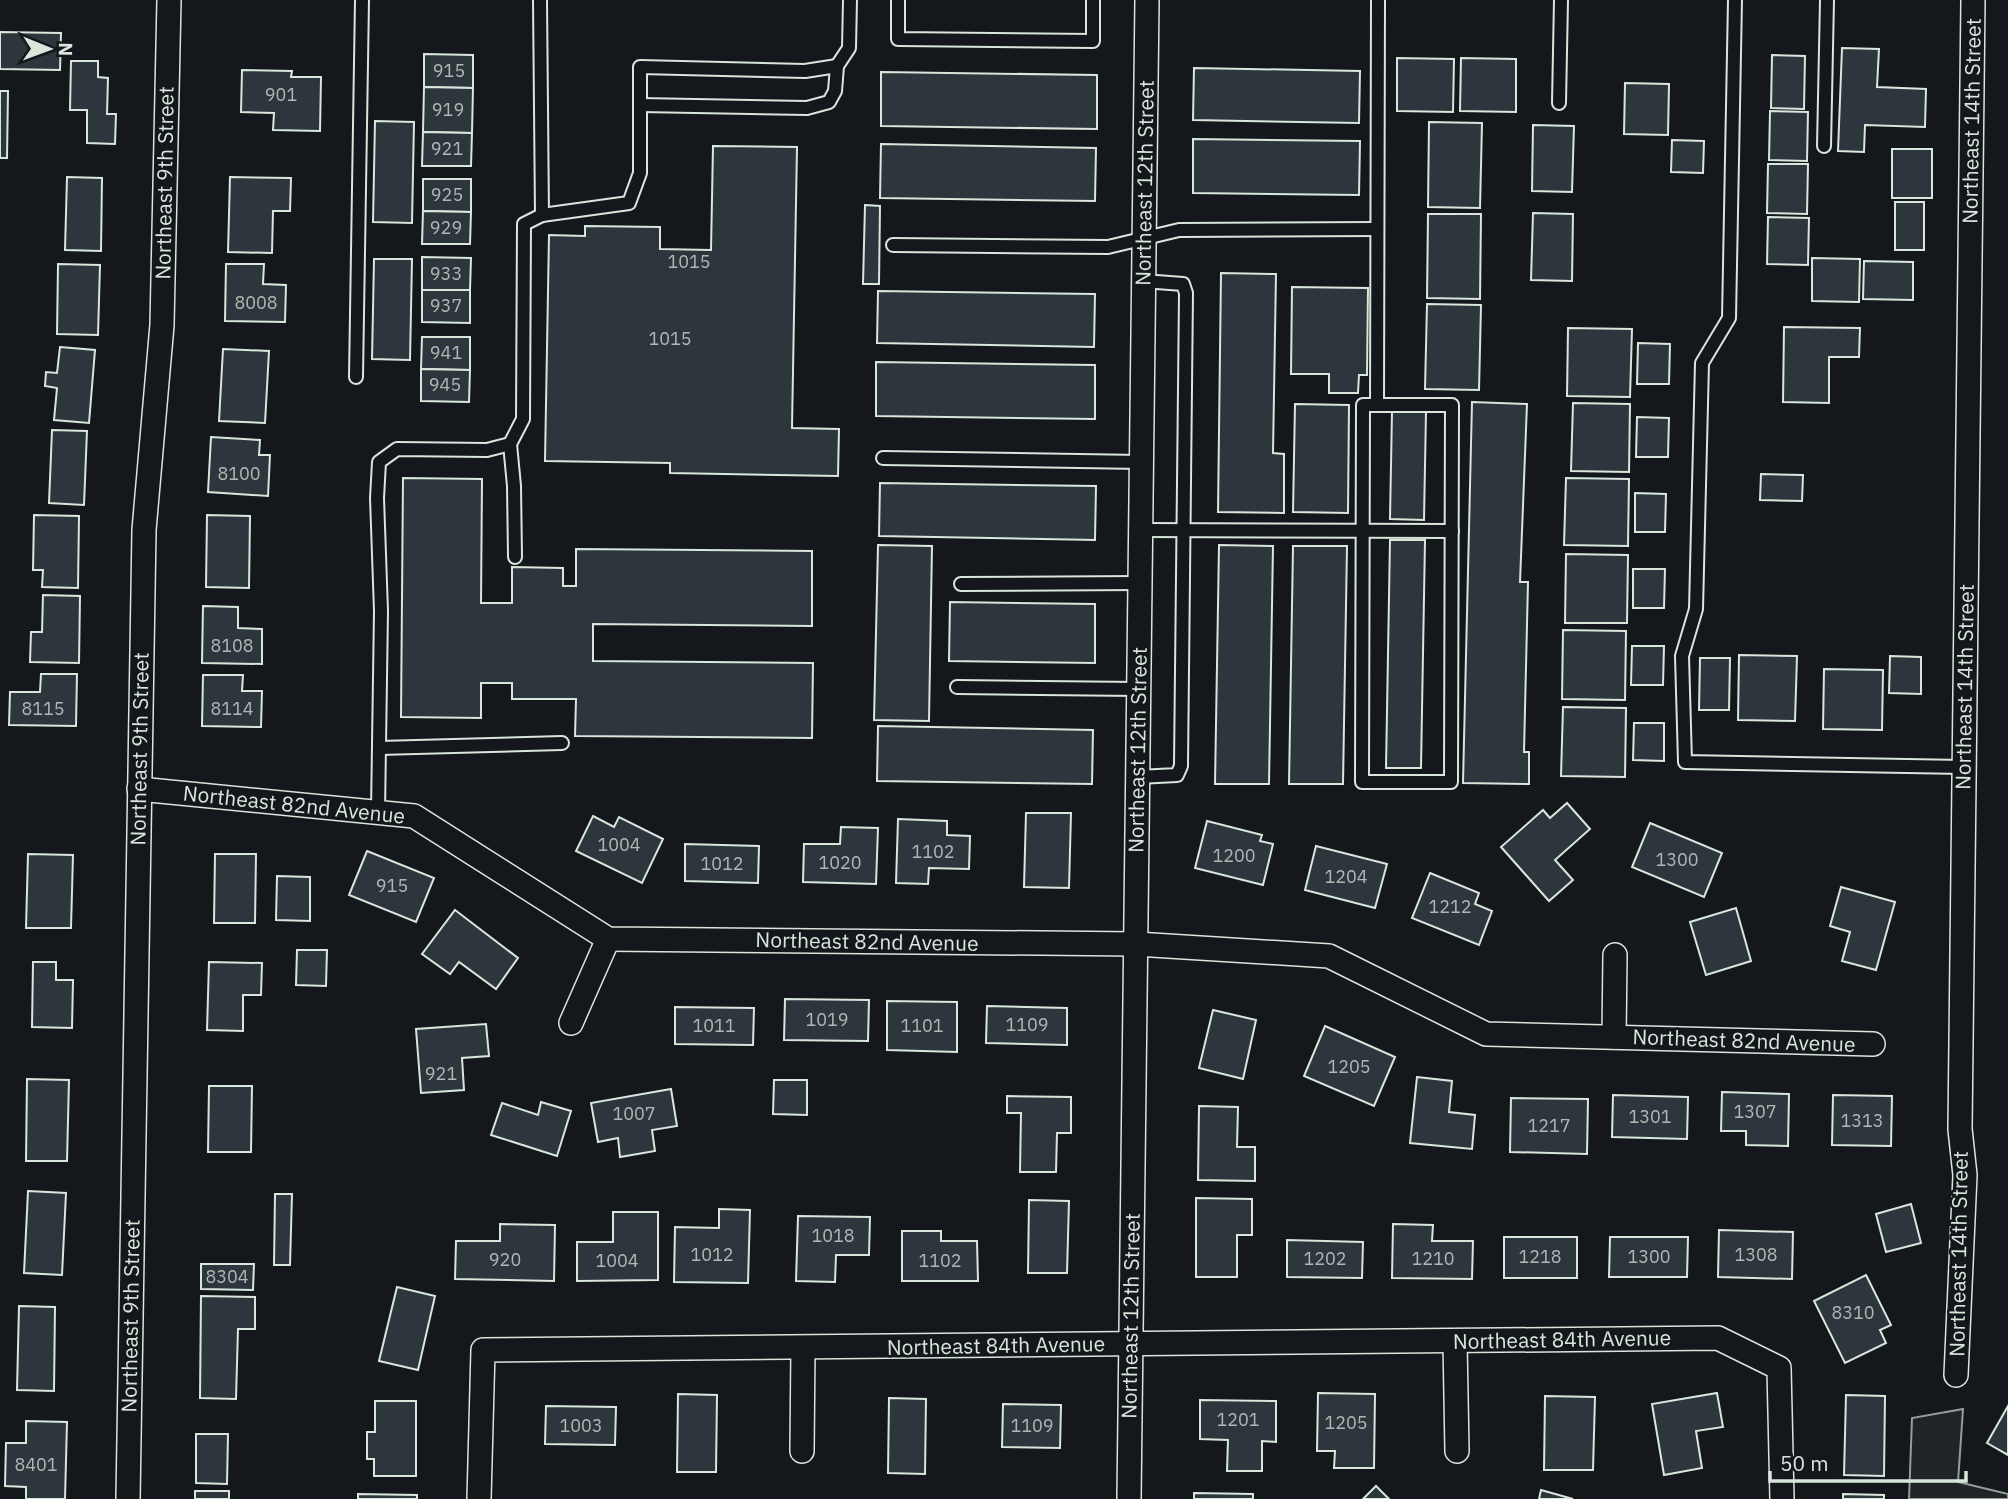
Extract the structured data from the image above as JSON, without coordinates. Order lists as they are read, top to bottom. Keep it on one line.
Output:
{"streets":{"street":["Northeast 14th Street","Northeast 9th Street","Northeast 12th Street","Northeast 82nd Avenue","Northeast 84th Avenue"]},"crossings":[["Northeast 9th Street","Northeast 82nd Avenue"],["Northeast 12th Street","Northeast 82nd Avenue"],["Northeast 12th Street","Northeast 84th Avenue"]],"house_numbers":["915","901","919","921","925","929","1015","933","8008","937","1015","941","945","8100","8108","8115","8114","1004","1102","1200","1300","1020","1012","1204","915","1212","1019","1109","1011","1101","1205","921","1307","1007","1301","1313","1217","1018","1012","1308","1218","1300","1202","1210","920","1004","1102","8304","8310","1201","1205","1003","1109","8401"],"scale_bar":"50 m","north":"right"}
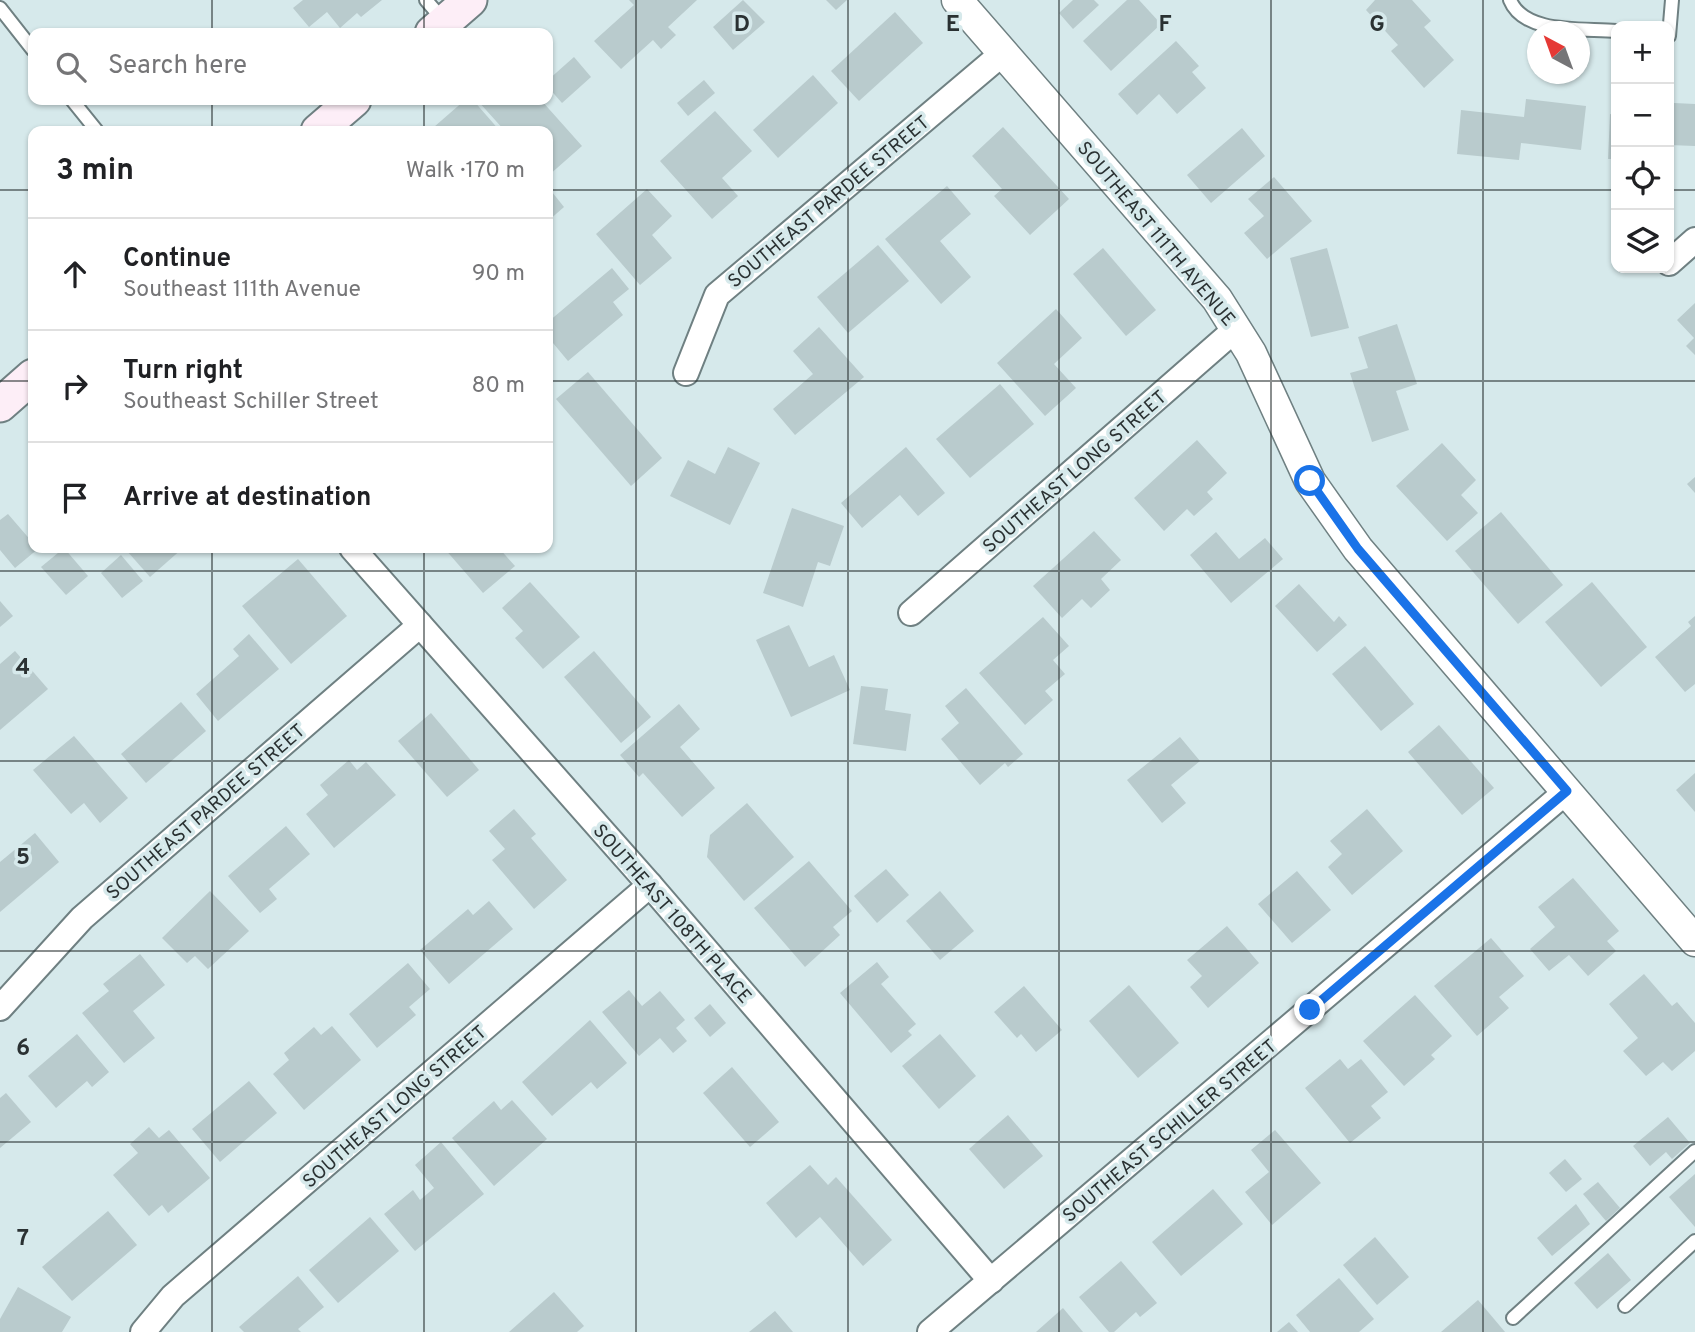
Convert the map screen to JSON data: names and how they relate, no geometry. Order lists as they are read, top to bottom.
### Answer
{
  "streets": {
    "street": [
      "SOUTHEAST PARDEE STREET",
      "SOUTHEAST 111TH AVENUE",
      "SOUTHEAST LONG STREET",
      "SOUTHEAST 108TH PLACE",
      "SOUTHEAST SCHILLER STREET"
    ]
  },
  "crossings": [
    ["SOUTHEAST PARDEE STREET", "SOUTHEAST 111TH AVENUE"],
    ["SOUTHEAST PARDEE STREET", "SOUTHEAST 108TH PLACE"],
    ["SOUTHEAST 111TH AVENUE", "SOUTHEAST LONG STREET"],
    ["SOUTHEAST 111TH AVENUE", "SOUTHEAST SCHILLER STREET"],
    ["SOUTHEAST LONG STREET", "SOUTHEAST 108TH PLACE"],
    ["SOUTHEAST 108TH PLACE", "SOUTHEAST SCHILLER STREET"]
  ],
  "north": "top left",
  "page": {
    "map_buttons": ["+", "−"],
    "search": "Search here",
    "heading": ["3 min", "Walk · 170 m"],
    "list": [
      ["Continue", "Southeast 111th Avenue", "90 m"],
      ["Turn right", "Southeast Schiller Street", "80 m"],
      "Arrive at destination"
    ]
  },
  "grid": {
    "columns": [
      "D",
      "E",
      "F",
      "G"
    ],
    "rows": [
      "4",
      "5",
      "6",
      "7"
    ]
  }
}
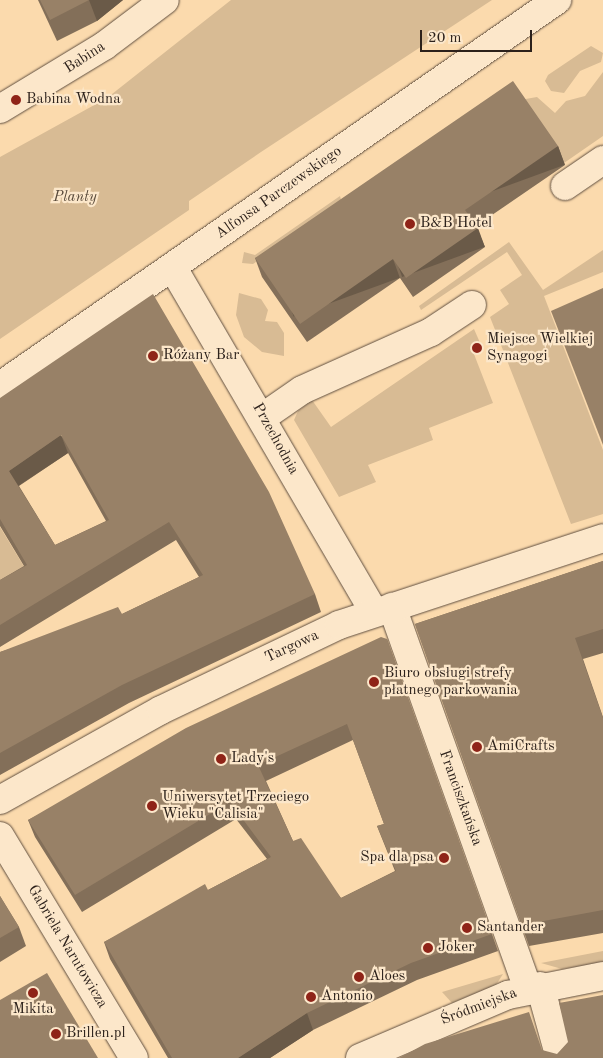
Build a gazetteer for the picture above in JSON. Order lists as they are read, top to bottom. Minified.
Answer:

◆ ◆ ◆ ◆

Problem requirements> Output all the entries above verbatim, please. No images.

Answer section>
Extract the structured data from the image above as JSON, without coordinates. Order lists as they are read, top to bottom. Keep it on one line.
Output:
{"streets":{"street":["Northeast 14th Street","Northeast 9th Street","Northeast 12th Street","Northeast 82nd Avenue","Northeast 84th Avenue"]},"crossings":[["Northeast 9th Street","Northeast 82nd Avenue"],["Northeast 12th Street","Northeast 82nd Avenue"],["Northeast 12th Street","Northeast 84th Avenue"]],"house_numbers":["915","901","919","921","925","929","1015","933","8008","937","1015","941","945","8100","8108","8115","8114","1004","1102","1200","1300","1020","1012","1204","915","1212","1019","1109","1011","1101","1205","921","1307","1007","1301","1313","1217","1018","1012","1308","1218","1300","1202","1210","920","1004","1102","8304","8310","1201","1205","1003","1109","8401"],"scale_bar":"50 m","north":"right"}
Convert the map screen to JSON data: names and how they relate, no geometry. Order lists as they are read, top to bottom.
### Answer
{
  "streets": {
    "street": [
      "SOUTHEAST PARDEE STREET",
      "SOUTHEAST 111TH AVENUE",
      "SOUTHEAST LONG STREET",
      "SOUTHEAST 108TH PLACE",
      "SOUTHEAST SCHILLER STREET"
    ]
  },
  "crossings": [
    ["SOUTHEAST PARDEE STREET", "SOUTHEAST 111TH AVENUE"],
    ["SOUTHEAST PARDEE STREET", "SOUTHEAST 108TH PLACE"],
    ["SOUTHEAST 111TH AVENUE", "SOUTHEAST LONG STREET"],
    ["SOUTHEAST 111TH AVENUE", "SOUTHEAST SCHILLER STREET"],
    ["SOUTHEAST LONG STREET", "SOUTHEAST 108TH PLACE"],
    ["SOUTHEAST 108TH PLACE", "SOUTHEAST SCHILLER STREET"]
  ],
  "north": "top left",
  "page": {
    "map_buttons": ["+", "−"],
    "search": "Search here",
    "heading": ["3 min", "Walk · 170 m"],
    "list": [
      ["Continue", "Southeast 111th Avenue", "90 m"],
      ["Turn right", "Southeast Schiller Street", "80 m"],
      "Arrive at destination"
    ]
  },
  "grid": {
    "columns": [
      "D",
      "E",
      "F",
      "G"
    ],
    "rows": [
      "4",
      "5",
      "6",
      "7"
    ]
  }
}
Build a gazetteer for the picture above in JSON. Order lists as they are read, top to bottom. Minified.
Answer:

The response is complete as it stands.